[Exercise] Return precisely the opening lines of the listing below, ending with the line that contains "position:absolute; left:666px; top:1256px;".

**** Data for this task ****

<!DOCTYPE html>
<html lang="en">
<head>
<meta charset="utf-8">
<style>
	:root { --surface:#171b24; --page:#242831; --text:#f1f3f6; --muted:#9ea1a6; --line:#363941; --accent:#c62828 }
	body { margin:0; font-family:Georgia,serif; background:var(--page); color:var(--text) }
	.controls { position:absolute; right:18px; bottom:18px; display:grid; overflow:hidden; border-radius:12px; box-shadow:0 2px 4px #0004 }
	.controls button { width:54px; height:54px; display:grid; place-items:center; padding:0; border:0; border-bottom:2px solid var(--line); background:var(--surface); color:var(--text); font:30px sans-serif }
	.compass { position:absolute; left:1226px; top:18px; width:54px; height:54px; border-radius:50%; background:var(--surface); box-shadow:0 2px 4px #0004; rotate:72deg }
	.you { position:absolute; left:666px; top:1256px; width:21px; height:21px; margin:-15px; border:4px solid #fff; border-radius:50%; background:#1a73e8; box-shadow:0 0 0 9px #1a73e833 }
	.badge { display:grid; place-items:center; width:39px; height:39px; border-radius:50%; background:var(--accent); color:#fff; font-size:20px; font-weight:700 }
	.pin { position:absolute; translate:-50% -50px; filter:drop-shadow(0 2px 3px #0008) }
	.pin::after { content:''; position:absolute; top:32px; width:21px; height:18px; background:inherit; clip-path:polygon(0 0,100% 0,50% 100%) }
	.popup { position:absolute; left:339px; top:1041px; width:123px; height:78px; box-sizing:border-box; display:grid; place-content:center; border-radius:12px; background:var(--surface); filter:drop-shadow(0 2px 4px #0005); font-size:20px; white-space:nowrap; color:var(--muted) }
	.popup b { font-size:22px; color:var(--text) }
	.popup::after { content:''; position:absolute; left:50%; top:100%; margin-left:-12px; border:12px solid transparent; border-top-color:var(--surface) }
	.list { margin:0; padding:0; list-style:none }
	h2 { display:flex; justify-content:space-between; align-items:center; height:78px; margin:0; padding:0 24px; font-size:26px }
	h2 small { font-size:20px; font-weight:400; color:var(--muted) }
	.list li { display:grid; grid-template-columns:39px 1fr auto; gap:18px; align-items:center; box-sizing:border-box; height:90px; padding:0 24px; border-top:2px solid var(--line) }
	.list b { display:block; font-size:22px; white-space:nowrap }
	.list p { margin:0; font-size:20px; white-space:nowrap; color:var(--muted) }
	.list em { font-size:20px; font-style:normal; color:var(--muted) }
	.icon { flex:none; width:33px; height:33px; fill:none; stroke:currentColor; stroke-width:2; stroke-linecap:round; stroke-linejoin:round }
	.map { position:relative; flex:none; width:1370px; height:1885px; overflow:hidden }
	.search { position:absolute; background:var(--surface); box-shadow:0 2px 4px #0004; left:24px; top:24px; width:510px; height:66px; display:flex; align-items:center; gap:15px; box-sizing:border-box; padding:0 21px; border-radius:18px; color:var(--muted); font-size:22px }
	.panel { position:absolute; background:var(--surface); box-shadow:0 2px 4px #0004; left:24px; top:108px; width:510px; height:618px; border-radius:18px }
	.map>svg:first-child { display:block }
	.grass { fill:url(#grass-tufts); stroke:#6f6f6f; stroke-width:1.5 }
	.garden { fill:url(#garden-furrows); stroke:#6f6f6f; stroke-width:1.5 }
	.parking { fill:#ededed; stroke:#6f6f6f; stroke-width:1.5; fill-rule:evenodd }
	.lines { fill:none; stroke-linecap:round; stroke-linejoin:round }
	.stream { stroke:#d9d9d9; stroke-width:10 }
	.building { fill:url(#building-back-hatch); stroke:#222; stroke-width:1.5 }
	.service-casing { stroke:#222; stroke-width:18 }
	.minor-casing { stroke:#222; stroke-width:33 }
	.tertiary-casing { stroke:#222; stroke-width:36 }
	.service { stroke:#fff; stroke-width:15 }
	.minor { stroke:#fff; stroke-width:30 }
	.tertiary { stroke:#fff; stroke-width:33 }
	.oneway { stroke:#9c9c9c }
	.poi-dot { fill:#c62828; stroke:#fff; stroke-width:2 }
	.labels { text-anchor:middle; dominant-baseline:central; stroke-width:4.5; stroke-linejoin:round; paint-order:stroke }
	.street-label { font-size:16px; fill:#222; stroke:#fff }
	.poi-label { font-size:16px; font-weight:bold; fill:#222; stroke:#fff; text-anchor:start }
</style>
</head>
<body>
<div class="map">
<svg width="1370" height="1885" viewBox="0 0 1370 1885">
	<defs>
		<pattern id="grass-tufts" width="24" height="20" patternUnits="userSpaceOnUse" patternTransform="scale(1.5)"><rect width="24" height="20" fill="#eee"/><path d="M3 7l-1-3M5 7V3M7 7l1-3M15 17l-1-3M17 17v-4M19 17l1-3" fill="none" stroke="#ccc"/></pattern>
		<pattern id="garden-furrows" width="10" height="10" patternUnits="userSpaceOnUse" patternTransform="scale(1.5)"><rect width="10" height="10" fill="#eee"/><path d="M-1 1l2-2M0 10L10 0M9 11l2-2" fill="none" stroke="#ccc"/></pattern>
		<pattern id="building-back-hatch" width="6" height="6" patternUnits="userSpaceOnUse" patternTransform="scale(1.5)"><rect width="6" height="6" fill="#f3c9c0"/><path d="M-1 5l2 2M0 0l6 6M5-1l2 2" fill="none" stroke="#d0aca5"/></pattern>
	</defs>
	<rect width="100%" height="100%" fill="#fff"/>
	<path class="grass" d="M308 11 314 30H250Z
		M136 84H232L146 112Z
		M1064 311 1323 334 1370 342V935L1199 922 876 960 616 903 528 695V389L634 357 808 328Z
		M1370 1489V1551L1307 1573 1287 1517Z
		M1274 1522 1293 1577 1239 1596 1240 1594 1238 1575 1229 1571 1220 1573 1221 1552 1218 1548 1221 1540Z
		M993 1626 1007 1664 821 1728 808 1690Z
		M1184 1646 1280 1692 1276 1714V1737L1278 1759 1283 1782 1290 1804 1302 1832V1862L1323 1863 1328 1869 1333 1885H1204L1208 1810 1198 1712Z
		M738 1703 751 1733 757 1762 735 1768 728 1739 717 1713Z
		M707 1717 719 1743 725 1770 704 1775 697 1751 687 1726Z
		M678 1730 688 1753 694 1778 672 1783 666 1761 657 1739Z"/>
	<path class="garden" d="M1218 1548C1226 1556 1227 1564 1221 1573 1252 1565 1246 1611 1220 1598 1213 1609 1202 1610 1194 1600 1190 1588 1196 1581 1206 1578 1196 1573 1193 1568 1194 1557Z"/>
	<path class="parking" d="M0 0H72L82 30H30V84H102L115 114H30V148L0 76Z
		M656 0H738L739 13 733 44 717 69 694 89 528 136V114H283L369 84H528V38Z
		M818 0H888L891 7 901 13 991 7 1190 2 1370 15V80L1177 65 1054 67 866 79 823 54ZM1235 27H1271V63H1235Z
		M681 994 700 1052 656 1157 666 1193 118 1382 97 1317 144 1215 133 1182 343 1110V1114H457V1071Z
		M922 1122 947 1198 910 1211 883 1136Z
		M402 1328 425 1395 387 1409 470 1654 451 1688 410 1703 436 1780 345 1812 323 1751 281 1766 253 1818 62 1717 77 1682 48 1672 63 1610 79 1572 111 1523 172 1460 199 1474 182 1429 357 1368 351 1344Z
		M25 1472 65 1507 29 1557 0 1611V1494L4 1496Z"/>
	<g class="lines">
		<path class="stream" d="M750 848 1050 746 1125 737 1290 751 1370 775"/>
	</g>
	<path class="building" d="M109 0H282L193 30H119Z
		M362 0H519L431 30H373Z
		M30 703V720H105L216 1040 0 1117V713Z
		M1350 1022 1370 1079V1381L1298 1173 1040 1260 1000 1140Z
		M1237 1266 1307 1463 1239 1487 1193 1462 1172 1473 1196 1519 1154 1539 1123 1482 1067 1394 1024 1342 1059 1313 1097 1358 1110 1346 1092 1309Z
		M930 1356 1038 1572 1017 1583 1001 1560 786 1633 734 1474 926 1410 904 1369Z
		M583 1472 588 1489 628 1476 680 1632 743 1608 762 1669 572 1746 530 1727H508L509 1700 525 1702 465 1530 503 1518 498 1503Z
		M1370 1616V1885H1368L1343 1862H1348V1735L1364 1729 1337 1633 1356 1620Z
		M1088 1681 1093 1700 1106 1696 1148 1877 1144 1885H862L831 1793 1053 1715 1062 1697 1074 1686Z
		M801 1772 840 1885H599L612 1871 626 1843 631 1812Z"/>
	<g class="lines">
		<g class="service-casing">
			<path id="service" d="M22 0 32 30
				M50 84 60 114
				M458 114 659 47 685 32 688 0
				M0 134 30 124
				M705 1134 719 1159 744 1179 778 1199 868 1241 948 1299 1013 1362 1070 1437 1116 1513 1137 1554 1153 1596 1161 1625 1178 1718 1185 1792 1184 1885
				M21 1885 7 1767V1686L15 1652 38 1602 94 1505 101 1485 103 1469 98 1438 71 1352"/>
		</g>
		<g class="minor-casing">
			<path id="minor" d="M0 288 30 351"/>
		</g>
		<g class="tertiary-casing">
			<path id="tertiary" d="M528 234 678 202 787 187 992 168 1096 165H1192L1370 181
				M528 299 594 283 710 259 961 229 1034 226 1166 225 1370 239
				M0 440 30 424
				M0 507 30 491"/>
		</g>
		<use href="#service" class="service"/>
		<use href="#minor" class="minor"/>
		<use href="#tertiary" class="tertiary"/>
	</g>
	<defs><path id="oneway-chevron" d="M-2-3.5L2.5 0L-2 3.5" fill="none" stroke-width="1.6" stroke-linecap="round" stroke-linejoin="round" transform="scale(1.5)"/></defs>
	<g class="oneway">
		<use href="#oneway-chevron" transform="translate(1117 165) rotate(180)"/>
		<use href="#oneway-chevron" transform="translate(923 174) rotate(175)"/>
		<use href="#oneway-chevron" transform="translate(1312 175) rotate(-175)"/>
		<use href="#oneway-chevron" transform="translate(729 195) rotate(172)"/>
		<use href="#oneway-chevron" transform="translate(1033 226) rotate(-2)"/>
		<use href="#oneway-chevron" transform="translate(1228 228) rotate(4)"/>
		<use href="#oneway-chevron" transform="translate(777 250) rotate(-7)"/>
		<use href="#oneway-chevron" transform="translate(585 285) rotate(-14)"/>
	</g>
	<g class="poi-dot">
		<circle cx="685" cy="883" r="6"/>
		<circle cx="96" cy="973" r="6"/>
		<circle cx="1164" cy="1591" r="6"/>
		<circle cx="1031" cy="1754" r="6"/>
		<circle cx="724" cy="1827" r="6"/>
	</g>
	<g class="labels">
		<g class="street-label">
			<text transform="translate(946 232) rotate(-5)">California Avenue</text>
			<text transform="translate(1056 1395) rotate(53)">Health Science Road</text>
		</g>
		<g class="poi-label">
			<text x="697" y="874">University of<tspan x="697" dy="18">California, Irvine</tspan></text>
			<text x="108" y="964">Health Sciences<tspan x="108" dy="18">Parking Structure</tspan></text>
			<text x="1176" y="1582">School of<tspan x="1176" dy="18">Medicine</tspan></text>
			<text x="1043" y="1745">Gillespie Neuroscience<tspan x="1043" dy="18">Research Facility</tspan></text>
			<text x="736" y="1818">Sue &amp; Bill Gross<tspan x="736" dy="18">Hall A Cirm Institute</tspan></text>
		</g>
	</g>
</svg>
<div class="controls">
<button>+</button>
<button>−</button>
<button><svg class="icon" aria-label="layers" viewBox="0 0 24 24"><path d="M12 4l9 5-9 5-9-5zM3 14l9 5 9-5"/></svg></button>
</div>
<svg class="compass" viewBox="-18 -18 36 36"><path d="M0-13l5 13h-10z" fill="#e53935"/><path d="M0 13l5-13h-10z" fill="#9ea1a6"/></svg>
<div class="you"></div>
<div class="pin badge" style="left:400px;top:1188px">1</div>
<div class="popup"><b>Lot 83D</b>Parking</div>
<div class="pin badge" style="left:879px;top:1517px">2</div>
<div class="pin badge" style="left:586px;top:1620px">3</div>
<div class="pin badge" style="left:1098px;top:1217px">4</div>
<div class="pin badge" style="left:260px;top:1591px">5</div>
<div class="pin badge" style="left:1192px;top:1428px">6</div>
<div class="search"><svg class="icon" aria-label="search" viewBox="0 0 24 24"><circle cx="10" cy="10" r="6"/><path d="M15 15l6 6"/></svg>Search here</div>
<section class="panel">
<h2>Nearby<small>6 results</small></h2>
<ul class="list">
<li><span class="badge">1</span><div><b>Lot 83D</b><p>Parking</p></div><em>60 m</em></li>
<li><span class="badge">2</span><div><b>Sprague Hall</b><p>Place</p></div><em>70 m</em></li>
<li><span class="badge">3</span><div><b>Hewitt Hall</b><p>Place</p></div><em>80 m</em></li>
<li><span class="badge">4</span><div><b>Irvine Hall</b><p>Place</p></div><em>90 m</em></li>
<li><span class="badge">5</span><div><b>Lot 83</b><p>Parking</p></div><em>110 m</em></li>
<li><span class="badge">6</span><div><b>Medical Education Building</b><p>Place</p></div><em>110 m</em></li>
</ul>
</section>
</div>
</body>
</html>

****

[Answer section]
<!DOCTYPE html>
<html lang="en">
<head>
<meta charset="utf-8">
<style>
	:root { --surface:#171b24; --page:#242831; --text:#f1f3f6; --muted:#9ea1a6; --line:#363941; --accent:#c62828 }
	body { margin:0; font-family:Georgia,serif; background:var(--page); color:var(--text) }
	.controls { position:absolute; right:18px; bottom:18px; display:grid; overflow:hidden; border-radius:12px; box-shadow:0 2px 4px #0004 }
	.controls button { width:54px; height:54px; display:grid; place-items:center; padding:0; border:0; border-bottom:2px solid var(--line); background:var(--surface); color:var(--text); font:30px sans-serif }
	.compass { position:absolute; left:1226px; top:18px; width:54px; height:54px; border-radius:50%; background:var(--surface); box-shadow:0 2px 4px #0004; rotate:72deg }
	.you { position:absolute; left:666px; top:1256px; width:21px; height:21px; margin:-15px; border:4px solid #fff; border-radius:50%; background:#1a73e8; box-shadow:0 0 0 9px #1a73e833 }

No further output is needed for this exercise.